I was wrong. I could not bluff myself. I had not hit the bottom yet. And did that soon.

During my organization’s annual cricket tournament, while batting, I got cramps. So bad that I could not feel my feet. So bad, I needed people to make me stand. Honestly, it is not a big deal. It happens with professional sportspersons every time. They get it even after continuous exercises; I am just an average guy. So, I should just chill.

For me, it was the lowest point about me a self-proclaimed sportsperson.

I used to despise (silently) my fellow mates whenever they used to get cramps or get unfit during a match. How old they were-22? A 22 year old guy lying flat in middle of the field, waiting for help, looking at people looking at him sympathetically - unacceptable. And if that is the case, please stay at home and play book cricket. The field will not take anyone for granted. Everything evens out. I know it sounds cocky and arrogant but that was the way it was. I could not care less.

That day everything leveled. My pride, arrogance, cockiness- everything. I felt helpless when I could not even stand. I said sorry to all those present 10 times- both for wasting their time and for not being good enough to play. I thought I was fit. Running behind trains, buses and taxis- I always had my daily dose of fitness. I will stand the demands of the game. I did not realize that body is not responding as positively as my brain is. I should have been playing book cricket within the four walls with the kids of the society.

What is the point of all this? You get the idea I believe. EXERCISE!!!!

In my 28 years of existence, I have not done enough exercise. I mean I did not have any separate time for fitness in my day. I did not do enough warm-ups before games. In fact, I used to hate them. Being gifted a lean (slim, rather) body by the almighty; I never had bulging tummy problems or cramp issues. So, I have managed to pull it off for better part of my life. Also, being in touch with sports till the end of college helped me retain the body and fitness- whatever of it I had.

I should have realized that this will end someday. As I got into job five years back, regular sports became a rarity. It was all about playing at weekends if the place is right. Otherwise, you can say bye-bye to them. I bid farewell and the good work in early days helped me hold on to the spirit and shape. And now as I am moving away from field, the reality is becoming glaring. Today, it stares right into my face and often ask- do you have in you?

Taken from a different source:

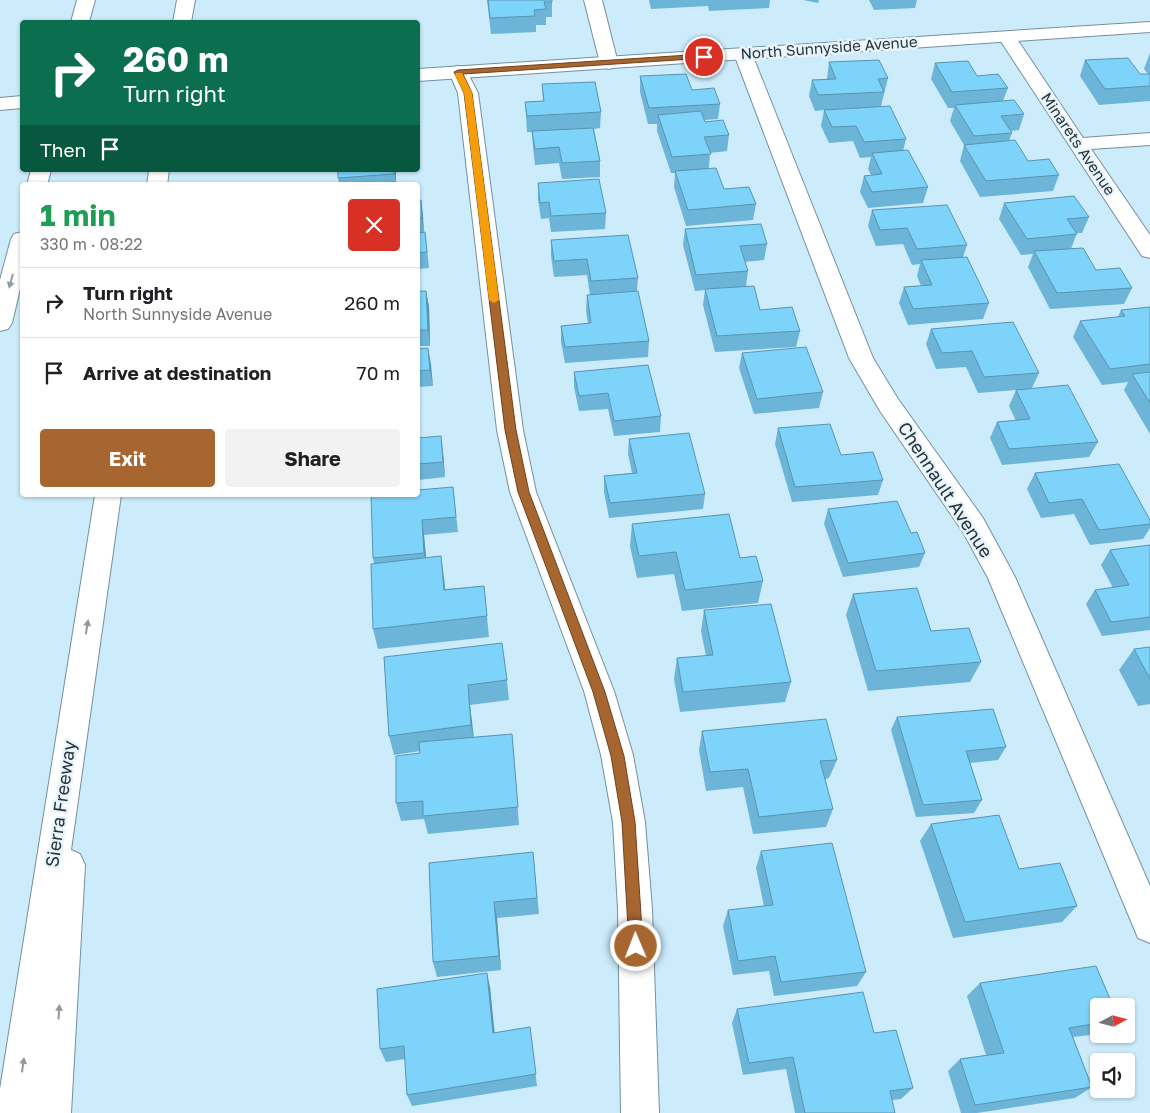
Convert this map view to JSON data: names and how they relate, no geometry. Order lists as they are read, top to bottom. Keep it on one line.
{"streets":{"main road":["North Sunnyside Avenue","Minarets Avenue","Chennault Avenue","Sierra Freeway"]},"crossings":[["North Sunnyside Avenue","Minarets Avenue"],["North Sunnyside Avenue","Chennault Avenue"]],"north":"right","page":{"turn":["260 m","Turn right"],"then":"Then","heading":["1 min","330 m · 08:22"],"list":[{"name":"Turn right","note":"North Sunnyside Avenue","value":"260 m"},{"name":"Arrive at destination","value":"70 m"}],"buttons":["Exit","Share"]}}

As of now, NO! The saddest part of this is that I know but I am not doing much about it. I know I need to hit the gym, sweat out and maintain regular fitness regime. And this needs to be a long term process. I will be hitting 30 soon and things will go bad from here if I keep ignoring. Add to that mid life blues/crisis/whatever you call them and one hell of a routine to keep up with.

Around a year back, my body send me a subtle reminder of how things are not improving. Heard of runners’ itch? Well, you used to run regularly. Good. Then you stop it because you need that extra hour sleep. Nothing bad in there. Six months later, your wife tells you that she feels embarrassed taking you out on weekends because you look like her elder brother. It hurts. So you wipe off the dust of your shoes, tie up the laces and swoooooosh from home. Couple of minutes later, you take a breather and scratches your thighs ferociously. That is because as you started running again, your veins expanded and sends the message to brain which it reads as itch. Normally goes away in a day or two but still a strong signal. I got this signal, ignored and paid a good price for it.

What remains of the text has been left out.